### Task to carry out
Return each line of the records below that contains the word "image".
######
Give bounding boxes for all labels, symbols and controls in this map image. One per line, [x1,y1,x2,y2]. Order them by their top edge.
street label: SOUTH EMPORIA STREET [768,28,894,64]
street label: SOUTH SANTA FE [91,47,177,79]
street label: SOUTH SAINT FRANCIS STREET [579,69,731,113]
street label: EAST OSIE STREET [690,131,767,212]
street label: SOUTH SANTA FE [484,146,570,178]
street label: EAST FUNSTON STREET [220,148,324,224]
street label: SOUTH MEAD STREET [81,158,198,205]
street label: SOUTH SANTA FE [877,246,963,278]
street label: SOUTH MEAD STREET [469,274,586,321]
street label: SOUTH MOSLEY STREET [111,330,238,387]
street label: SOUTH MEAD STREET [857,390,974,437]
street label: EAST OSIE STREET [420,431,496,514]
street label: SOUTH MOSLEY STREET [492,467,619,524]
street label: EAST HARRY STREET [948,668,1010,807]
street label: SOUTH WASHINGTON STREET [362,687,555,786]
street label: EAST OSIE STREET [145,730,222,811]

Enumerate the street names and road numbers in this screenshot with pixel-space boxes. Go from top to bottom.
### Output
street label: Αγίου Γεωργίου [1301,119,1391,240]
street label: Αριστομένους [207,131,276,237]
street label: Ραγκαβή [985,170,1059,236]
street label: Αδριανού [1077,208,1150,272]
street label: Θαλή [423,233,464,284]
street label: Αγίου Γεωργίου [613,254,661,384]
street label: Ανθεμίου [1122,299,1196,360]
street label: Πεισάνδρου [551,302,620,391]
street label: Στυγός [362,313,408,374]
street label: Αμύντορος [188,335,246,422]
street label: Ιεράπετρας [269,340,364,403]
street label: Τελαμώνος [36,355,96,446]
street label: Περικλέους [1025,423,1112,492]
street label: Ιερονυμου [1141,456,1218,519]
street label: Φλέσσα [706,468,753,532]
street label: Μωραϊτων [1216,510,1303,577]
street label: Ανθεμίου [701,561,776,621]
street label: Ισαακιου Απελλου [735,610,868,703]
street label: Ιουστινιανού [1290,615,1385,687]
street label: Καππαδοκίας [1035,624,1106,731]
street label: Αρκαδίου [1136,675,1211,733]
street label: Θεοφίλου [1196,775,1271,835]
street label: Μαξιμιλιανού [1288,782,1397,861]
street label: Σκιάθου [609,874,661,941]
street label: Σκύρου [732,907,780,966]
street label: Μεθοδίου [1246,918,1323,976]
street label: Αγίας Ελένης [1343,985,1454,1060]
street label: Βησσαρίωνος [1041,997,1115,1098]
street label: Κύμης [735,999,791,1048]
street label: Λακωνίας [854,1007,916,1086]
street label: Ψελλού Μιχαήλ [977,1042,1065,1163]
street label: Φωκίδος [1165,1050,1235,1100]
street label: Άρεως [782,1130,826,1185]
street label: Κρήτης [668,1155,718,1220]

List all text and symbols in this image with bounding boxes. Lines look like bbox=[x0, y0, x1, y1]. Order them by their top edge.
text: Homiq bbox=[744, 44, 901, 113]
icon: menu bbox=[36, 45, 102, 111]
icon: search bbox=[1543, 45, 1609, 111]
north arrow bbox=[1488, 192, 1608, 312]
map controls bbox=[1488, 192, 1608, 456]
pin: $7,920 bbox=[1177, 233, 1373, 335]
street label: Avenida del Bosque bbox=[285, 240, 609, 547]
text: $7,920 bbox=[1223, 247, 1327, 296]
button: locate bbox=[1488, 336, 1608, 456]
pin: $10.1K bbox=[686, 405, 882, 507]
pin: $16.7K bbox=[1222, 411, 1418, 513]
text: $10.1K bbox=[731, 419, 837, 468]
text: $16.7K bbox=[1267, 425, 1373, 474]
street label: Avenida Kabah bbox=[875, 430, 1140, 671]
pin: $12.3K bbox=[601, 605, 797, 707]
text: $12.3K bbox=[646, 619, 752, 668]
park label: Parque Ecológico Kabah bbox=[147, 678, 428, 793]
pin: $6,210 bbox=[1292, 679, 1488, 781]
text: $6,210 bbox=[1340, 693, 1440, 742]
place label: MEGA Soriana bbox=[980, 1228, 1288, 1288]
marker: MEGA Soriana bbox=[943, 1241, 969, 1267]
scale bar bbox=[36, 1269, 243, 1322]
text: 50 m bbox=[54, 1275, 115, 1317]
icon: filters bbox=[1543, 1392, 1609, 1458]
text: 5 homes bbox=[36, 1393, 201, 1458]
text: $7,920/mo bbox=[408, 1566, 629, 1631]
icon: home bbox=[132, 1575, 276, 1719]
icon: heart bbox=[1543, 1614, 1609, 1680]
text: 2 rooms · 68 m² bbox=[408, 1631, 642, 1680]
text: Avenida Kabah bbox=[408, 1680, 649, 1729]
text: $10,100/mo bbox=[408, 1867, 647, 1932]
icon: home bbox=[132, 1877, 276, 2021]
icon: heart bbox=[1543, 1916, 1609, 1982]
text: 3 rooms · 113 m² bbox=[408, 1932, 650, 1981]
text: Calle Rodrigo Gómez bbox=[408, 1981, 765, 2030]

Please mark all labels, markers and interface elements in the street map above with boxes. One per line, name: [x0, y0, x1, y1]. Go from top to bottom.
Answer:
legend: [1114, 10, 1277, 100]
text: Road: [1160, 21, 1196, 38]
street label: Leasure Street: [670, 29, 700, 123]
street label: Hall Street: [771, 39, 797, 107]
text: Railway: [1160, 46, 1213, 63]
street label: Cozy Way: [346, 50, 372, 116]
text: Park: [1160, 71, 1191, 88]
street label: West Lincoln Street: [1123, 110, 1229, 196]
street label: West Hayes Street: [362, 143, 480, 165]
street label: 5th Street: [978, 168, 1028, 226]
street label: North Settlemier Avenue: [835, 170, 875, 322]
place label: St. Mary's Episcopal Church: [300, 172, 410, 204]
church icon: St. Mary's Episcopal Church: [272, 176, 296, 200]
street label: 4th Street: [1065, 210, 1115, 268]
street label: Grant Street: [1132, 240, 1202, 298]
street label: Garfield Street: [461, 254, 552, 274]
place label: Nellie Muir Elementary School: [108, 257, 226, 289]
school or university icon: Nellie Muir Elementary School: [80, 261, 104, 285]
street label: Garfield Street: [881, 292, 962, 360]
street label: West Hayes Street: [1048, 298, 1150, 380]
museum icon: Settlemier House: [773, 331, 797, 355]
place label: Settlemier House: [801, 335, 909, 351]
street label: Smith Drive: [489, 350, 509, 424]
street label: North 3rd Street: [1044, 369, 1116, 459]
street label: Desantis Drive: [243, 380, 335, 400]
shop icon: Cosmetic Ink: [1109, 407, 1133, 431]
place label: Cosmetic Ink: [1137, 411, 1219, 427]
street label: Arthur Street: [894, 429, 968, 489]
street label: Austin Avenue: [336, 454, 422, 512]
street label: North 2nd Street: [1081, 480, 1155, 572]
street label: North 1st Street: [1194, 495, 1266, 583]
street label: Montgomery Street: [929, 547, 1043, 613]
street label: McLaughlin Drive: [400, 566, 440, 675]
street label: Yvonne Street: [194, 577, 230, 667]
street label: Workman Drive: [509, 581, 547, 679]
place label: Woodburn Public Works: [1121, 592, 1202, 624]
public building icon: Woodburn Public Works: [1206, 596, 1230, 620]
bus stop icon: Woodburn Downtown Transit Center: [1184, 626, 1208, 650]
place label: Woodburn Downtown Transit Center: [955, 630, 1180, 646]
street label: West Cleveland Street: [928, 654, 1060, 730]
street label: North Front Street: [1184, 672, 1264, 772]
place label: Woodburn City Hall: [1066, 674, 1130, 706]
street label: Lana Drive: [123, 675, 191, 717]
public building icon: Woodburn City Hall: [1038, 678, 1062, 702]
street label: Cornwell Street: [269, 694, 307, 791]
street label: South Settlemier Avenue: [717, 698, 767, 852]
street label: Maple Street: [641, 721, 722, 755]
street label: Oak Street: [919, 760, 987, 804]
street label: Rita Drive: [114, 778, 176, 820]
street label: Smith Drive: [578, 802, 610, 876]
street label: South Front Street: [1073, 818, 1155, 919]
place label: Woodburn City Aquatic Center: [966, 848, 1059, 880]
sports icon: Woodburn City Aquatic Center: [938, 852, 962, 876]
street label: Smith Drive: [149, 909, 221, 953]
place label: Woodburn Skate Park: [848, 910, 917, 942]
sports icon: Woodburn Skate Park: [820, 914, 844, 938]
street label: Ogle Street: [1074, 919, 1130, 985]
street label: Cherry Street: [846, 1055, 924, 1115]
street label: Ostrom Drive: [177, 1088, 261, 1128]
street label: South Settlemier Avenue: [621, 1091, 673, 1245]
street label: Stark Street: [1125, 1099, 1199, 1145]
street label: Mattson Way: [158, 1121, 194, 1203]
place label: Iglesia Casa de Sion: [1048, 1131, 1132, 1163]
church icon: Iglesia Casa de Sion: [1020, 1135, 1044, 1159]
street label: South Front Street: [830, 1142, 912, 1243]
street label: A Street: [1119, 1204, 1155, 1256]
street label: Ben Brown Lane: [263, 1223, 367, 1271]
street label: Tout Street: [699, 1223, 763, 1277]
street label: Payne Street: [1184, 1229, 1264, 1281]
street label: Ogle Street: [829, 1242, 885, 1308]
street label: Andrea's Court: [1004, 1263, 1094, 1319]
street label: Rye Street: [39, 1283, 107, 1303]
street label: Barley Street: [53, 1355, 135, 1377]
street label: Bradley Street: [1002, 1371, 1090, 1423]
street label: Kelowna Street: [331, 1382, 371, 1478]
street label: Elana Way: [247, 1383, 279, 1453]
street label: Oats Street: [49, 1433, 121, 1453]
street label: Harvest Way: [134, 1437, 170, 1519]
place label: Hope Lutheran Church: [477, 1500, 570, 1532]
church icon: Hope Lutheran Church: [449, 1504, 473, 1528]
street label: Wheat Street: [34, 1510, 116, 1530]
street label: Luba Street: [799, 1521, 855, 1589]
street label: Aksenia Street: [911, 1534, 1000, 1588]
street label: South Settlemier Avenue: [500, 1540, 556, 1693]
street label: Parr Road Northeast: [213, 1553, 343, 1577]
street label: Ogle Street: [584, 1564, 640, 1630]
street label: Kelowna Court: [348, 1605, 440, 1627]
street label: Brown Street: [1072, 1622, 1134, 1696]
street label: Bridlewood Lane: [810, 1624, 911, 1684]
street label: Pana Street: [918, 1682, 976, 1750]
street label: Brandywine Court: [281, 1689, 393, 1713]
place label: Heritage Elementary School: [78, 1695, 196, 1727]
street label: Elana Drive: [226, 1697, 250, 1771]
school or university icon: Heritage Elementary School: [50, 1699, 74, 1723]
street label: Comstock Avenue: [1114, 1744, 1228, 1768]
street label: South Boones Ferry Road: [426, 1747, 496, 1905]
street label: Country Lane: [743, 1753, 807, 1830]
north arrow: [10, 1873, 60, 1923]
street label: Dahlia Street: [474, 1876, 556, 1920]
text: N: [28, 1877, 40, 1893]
######
### Exercise solution
Give bounding boxes for all labels, symbols and controls in this map image. One per line, [x1,y1,x2,y2]. Order them by their top edge.
List all text and symbols in this image with bounding boxes. Lines look like bbox=[x0, y0, x1, y1]. Order them by their top edge.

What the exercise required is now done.